[Saved entries]
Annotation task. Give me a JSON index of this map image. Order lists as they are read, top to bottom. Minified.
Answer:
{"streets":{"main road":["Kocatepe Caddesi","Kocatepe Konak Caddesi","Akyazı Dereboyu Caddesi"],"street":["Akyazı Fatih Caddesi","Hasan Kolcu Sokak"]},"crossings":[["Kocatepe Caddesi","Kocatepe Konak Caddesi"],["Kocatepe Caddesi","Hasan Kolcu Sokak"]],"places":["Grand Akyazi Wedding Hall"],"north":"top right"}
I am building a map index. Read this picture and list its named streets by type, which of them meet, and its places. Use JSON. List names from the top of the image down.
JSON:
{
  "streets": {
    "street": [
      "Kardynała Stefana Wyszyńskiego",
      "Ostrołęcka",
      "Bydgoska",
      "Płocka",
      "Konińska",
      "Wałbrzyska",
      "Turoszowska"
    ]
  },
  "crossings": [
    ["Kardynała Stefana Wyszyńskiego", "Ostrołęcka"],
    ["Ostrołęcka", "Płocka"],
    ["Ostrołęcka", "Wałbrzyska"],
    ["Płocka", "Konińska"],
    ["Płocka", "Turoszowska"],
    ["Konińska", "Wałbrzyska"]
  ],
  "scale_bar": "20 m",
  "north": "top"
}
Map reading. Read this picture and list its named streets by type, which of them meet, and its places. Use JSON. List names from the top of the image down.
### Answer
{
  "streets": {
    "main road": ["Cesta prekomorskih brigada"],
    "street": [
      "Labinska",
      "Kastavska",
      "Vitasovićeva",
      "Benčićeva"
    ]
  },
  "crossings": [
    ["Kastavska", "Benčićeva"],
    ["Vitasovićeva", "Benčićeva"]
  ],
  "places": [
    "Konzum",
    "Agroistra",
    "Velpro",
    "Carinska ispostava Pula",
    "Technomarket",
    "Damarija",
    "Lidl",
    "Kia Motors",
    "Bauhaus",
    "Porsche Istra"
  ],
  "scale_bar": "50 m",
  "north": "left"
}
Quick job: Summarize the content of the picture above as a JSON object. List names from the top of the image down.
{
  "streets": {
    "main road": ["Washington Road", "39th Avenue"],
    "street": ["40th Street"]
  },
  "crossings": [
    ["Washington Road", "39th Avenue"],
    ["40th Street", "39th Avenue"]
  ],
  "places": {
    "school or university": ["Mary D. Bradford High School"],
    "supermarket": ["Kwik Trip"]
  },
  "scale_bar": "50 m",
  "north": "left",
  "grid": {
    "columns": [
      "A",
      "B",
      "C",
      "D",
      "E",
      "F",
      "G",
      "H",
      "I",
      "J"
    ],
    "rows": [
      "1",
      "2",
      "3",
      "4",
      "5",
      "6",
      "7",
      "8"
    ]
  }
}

= Work to complete =
Whenever a line above contains "type", copy that line.

= Solution for this exercise =
I am building a map index. Read this picture and list its named streets by type, which of them meet, and its places. Use JSON. List names from the top of the image down.
Map reading. Read this picture and list its named streets by type, which of them meet, and its places. Use JSON. List names from the top of the image down.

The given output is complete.